Son muchos los comentarios que han suscitado las protestas estudiantiles en Francia. Algunos comentaristas lloriquean de nostalgia ante el simulacro de revolución. Otros afinan sus ironías contra las utopías juveniles.
Un periodista del diario Star de Toronto escribió con elocuencia que los estudiantes están protestando contra unos trabajos que todavía no tienen. Pero qué más da. El punto indiscutible es que protestar tiene su encanto. Echarle la culpa a un enemigo (real o sociológico) siempre ha sido un mecanismo de defensa eficaz. Nada se pierde con pedir lo imposible: un Citroen y un puesto de gerente para todo el mundo.

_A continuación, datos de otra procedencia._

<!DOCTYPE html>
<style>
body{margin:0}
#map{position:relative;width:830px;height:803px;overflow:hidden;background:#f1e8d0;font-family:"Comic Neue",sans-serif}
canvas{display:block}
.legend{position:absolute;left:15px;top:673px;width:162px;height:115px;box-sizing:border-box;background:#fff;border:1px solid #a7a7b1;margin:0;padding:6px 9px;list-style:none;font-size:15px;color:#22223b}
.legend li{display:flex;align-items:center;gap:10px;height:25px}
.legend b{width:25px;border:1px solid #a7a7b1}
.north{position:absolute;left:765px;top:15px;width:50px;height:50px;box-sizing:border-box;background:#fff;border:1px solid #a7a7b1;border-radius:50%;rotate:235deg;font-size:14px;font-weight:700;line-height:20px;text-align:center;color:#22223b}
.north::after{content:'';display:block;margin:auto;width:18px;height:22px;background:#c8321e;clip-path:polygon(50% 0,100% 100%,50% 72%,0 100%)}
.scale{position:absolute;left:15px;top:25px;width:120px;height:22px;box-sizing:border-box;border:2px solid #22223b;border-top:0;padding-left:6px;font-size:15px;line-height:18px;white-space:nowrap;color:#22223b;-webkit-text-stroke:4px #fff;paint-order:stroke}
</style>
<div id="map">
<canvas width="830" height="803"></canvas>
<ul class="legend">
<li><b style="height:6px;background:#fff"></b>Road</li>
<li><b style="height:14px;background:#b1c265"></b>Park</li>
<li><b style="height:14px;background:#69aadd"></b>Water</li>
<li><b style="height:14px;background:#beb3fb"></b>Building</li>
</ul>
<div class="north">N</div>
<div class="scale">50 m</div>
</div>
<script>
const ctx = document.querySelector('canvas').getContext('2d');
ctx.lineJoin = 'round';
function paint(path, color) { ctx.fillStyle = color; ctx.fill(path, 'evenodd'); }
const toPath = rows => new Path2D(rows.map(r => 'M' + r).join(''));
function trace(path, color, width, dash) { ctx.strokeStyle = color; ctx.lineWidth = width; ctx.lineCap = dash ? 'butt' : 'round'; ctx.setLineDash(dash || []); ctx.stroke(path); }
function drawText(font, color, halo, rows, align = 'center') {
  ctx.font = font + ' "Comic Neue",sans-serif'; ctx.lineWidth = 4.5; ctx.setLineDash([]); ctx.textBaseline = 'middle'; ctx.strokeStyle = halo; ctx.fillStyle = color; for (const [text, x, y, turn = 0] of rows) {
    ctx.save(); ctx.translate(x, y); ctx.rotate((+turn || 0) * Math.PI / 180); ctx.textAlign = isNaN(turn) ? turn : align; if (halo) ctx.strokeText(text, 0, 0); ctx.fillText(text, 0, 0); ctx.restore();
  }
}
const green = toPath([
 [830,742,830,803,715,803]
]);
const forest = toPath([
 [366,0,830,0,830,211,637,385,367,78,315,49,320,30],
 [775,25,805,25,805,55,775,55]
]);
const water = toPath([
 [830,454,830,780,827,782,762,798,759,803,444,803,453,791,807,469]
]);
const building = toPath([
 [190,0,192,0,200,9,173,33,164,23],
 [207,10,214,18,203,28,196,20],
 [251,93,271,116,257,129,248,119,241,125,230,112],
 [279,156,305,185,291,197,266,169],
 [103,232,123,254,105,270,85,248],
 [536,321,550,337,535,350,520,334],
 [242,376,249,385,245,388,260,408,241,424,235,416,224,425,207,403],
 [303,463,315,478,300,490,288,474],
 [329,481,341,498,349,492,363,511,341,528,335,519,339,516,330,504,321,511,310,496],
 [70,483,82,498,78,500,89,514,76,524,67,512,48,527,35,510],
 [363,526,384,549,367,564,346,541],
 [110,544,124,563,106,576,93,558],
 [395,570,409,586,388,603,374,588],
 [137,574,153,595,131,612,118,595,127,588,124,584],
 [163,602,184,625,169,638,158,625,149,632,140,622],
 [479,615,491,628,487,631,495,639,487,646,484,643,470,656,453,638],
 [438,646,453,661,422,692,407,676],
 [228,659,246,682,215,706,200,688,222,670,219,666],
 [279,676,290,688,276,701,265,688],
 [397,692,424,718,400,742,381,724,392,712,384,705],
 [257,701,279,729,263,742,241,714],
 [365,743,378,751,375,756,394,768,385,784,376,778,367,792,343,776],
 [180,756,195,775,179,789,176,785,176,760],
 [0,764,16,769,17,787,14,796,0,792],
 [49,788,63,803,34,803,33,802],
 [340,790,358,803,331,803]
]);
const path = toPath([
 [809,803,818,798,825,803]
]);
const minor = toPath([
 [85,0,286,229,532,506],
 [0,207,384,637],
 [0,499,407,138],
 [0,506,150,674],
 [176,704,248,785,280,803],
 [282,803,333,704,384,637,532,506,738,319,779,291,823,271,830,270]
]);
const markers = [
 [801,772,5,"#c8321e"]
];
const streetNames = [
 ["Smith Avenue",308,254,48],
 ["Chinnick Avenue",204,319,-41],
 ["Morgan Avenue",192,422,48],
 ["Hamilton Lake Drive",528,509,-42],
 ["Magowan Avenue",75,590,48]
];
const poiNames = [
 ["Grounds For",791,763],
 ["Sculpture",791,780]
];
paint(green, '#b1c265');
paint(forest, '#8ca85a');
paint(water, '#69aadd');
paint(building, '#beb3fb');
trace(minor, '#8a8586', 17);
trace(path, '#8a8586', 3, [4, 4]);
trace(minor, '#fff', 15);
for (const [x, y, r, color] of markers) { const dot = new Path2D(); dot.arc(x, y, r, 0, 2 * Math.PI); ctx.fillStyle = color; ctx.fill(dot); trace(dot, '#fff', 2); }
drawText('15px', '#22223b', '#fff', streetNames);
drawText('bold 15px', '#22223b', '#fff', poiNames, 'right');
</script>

Mientras los jóvenes chinos se preparan para asistir a un concierto de los Rolling Stones, los franceses desempolvan sus gabardinas y se lanzan a la calle a gritar consignas de otros tiempos (cuesta creerlo pero un estudiante colombiano escribió ayer en El Tiempo que los manifestantes gritaban “el pueblo unido jamás será vencido”). Cuando se cansan de las estrofas, estos adolescentes inconformes procuran romper algunas cosas. Pero lo cierto es que, desde la distancia, el idealismo y la generosidad no se ven por ninguna parte. Como tampoco es posible intuir la autenticidad que sí tienen, por ejemplo, las protestas de los emigrantes latinoamericanos en los Estados Unidos.
En fin, desde de lejos, queda la impresión de que estamos ante la más fraudulenta de todas las revoluciones francesas. Mientras tanto la tasa de desempleo juvenil sigue por encima de 25%: 50% en los banlieues. Dijo Antonio Caballero que los estudiantes franceses no son revolucionarios sino conservadores. Yo preferiría otro adjetivo: decadentes.